_About this task_. Copy out exactly the stretch of the listing below that begins at the line containing "inset:0; background:#141414; transform-origin:0" and ends at the line containing "position:absolute; left:1466px; top:24px;", and copy nothing outside it.

"""

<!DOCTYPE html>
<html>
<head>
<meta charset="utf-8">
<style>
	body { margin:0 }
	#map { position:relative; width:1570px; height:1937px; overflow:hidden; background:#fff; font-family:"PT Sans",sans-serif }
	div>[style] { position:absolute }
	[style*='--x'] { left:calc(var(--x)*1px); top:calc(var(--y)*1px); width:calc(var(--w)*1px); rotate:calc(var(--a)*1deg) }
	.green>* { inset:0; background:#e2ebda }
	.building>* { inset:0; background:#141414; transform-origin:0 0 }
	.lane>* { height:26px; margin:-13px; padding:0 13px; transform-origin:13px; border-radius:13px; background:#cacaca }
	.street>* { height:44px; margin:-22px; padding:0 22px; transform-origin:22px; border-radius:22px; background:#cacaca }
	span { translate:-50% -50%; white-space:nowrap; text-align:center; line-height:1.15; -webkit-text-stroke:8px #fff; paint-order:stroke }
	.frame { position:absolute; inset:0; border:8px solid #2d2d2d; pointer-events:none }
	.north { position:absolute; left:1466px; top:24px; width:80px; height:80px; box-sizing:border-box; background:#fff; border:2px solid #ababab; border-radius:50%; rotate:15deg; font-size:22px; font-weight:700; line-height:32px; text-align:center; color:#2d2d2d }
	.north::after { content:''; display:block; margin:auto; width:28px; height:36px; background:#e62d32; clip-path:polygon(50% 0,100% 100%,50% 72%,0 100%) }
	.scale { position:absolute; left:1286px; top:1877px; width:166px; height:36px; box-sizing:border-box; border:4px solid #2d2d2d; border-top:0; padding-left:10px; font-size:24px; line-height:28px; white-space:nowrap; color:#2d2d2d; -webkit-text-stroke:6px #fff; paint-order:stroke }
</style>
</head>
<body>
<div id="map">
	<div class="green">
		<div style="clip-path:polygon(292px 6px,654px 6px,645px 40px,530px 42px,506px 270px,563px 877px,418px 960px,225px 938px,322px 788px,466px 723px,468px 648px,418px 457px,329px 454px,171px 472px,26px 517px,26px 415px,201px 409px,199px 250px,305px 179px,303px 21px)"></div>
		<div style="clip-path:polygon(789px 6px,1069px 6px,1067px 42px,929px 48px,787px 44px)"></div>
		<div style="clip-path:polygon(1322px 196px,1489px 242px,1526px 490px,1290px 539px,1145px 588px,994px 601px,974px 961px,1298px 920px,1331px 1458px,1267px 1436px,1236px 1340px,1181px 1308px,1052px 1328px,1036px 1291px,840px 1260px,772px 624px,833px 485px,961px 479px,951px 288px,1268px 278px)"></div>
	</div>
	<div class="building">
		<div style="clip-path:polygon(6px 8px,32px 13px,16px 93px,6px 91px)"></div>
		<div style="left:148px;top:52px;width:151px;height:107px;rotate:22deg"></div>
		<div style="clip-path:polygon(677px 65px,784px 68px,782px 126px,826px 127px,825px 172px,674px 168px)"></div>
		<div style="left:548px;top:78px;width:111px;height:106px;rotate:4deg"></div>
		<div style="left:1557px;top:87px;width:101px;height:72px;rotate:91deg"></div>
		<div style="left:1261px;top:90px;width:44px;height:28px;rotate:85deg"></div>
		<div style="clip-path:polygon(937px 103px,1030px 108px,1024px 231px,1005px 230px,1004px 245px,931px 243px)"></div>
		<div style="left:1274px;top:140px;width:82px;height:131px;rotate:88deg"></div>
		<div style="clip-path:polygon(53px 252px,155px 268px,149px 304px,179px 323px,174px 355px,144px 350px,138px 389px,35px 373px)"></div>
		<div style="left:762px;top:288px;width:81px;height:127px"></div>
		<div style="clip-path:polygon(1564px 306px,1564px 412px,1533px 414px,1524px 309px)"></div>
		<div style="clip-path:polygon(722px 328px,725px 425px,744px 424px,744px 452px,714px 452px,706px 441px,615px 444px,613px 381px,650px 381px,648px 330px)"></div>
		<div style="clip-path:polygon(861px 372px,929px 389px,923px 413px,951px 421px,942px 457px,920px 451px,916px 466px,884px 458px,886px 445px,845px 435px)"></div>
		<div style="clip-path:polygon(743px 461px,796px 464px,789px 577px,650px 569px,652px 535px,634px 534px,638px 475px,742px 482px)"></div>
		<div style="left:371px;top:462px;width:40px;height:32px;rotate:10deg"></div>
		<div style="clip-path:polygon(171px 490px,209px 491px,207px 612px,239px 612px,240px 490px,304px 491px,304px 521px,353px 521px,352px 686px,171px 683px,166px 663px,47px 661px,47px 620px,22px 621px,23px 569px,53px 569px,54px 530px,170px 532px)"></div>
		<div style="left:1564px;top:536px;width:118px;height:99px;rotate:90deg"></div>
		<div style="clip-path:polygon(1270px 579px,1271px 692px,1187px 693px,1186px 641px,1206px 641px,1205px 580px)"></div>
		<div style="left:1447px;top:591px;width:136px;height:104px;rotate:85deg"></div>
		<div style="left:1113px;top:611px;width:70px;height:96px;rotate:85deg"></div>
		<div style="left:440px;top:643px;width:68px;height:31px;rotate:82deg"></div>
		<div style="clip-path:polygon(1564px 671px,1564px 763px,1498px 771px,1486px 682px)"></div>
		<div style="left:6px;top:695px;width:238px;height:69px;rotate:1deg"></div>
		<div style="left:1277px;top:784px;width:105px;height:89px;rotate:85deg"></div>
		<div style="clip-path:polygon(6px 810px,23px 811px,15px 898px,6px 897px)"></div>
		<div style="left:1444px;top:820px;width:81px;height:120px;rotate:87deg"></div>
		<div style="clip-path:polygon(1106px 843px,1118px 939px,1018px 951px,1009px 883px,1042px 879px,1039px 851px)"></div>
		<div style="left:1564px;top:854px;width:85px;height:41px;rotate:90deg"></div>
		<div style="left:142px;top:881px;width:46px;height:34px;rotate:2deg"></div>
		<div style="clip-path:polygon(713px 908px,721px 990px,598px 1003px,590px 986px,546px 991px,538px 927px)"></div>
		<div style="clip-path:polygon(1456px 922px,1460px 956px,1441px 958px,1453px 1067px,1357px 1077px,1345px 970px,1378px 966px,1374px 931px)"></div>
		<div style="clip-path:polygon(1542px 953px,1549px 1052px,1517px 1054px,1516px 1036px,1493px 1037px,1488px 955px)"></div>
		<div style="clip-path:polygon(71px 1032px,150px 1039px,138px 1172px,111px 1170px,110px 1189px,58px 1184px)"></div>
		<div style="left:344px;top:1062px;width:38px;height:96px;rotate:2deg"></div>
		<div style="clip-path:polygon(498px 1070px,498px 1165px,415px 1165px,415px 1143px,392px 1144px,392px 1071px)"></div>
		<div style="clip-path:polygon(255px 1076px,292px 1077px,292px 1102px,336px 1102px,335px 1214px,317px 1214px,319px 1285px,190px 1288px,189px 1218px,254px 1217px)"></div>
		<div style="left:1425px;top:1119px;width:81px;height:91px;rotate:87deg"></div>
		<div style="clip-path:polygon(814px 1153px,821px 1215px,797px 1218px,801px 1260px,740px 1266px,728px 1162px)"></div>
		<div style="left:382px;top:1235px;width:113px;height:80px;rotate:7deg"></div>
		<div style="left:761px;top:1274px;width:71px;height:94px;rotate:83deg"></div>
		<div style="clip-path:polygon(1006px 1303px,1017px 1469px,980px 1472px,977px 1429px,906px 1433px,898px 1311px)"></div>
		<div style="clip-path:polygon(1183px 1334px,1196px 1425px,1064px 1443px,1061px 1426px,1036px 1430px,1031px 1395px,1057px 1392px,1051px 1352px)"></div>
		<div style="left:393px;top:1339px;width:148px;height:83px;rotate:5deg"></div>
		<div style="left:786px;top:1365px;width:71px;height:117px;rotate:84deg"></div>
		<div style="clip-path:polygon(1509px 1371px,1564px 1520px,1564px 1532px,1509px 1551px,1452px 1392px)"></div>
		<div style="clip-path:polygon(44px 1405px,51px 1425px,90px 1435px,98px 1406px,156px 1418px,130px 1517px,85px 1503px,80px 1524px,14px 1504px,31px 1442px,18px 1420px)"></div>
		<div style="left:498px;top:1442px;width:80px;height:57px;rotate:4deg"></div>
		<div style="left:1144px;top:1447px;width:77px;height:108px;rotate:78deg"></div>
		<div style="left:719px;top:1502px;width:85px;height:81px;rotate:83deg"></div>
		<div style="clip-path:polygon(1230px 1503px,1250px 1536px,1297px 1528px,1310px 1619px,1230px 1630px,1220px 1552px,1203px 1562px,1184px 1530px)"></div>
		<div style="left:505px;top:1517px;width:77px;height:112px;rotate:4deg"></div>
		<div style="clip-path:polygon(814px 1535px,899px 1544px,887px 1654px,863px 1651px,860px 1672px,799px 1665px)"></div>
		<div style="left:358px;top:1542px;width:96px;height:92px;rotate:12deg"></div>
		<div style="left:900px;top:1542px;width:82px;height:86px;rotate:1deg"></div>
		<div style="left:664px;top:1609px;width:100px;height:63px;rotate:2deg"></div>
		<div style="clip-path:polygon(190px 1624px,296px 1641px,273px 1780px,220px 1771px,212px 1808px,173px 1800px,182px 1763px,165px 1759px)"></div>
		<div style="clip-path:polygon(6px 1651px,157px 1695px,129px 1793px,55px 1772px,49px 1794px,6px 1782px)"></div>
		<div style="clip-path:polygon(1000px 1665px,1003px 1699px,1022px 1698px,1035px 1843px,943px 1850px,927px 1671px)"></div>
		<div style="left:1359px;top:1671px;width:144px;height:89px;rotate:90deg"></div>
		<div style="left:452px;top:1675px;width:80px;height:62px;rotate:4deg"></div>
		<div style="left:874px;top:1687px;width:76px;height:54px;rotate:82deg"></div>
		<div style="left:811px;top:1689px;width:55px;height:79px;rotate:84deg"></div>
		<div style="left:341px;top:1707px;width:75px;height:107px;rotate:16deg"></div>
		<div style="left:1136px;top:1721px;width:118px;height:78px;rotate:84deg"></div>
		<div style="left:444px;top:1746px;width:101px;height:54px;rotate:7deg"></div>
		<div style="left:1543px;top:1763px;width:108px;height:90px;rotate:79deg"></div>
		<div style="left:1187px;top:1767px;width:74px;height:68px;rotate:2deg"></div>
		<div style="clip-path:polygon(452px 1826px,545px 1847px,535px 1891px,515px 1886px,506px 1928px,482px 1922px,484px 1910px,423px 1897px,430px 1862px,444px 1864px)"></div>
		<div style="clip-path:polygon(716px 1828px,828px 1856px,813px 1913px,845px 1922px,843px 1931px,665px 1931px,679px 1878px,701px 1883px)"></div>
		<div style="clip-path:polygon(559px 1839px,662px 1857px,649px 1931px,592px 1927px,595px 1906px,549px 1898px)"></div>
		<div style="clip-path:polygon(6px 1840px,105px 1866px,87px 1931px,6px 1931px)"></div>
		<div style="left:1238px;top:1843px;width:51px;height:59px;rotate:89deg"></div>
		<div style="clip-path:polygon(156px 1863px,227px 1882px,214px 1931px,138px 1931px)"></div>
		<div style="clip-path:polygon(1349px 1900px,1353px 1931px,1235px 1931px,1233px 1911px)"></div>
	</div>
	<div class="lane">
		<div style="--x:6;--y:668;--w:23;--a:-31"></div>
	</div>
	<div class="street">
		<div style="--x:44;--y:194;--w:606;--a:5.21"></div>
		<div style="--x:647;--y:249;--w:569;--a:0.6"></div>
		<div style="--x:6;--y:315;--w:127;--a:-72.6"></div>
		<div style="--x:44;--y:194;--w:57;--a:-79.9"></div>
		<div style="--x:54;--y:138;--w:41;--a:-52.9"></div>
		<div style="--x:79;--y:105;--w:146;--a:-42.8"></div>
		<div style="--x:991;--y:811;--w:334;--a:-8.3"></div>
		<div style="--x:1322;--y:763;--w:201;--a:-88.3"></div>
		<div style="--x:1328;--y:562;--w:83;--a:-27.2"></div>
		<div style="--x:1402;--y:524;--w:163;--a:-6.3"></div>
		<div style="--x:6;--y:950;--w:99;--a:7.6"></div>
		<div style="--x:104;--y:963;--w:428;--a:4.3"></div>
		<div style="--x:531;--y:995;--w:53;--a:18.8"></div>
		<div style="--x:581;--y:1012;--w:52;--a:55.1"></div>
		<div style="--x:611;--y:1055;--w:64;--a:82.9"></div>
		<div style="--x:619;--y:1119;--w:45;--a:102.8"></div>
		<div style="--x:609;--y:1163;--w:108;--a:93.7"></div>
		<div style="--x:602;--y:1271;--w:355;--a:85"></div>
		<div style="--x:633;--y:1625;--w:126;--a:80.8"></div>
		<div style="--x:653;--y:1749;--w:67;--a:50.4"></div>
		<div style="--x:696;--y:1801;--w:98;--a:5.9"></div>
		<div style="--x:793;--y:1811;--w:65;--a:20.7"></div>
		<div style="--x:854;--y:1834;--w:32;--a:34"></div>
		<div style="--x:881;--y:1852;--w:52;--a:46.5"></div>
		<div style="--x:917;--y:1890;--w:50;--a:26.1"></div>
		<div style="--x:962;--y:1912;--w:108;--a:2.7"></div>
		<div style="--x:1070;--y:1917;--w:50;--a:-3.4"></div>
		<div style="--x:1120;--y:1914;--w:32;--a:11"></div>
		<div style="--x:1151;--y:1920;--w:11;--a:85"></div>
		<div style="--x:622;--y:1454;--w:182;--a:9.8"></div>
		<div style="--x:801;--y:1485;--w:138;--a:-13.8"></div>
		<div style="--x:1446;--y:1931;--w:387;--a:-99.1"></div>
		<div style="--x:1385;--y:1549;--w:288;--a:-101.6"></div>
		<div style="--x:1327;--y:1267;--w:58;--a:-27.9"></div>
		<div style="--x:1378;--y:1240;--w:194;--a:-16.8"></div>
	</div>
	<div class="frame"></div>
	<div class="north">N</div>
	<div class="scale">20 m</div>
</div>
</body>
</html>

"""

_Solution for this task_.
	.building>* { inset:0; background:#141414; transform-origin:0 0 }
	.lane>* { height:26px; margin:-13px; padding:0 13px; transform-origin:13px; border-radius:13px; background:#cacaca }
	.street>* { height:44px; margin:-22px; padding:0 22px; transform-origin:22px; border-radius:22px; background:#cacaca }
	span { translate:-50% -50%; white-space:nowrap; text-align:center; line-height:1.15; -webkit-text-stroke:8px #fff; paint-order:stroke }
	.frame { position:absolute; inset:0; border:8px solid #2d2d2d; pointer-events:none }
	.north { position:absolute; left:1466px; top:24px; width:80px; height:80px; box-sizing:border-box; background:#fff; border:2px solid #ababab; border-radius:50%; rotate:15deg; font-size:22px; font-weight:700; line-height:32px; text-align:center; color:#2d2d2d }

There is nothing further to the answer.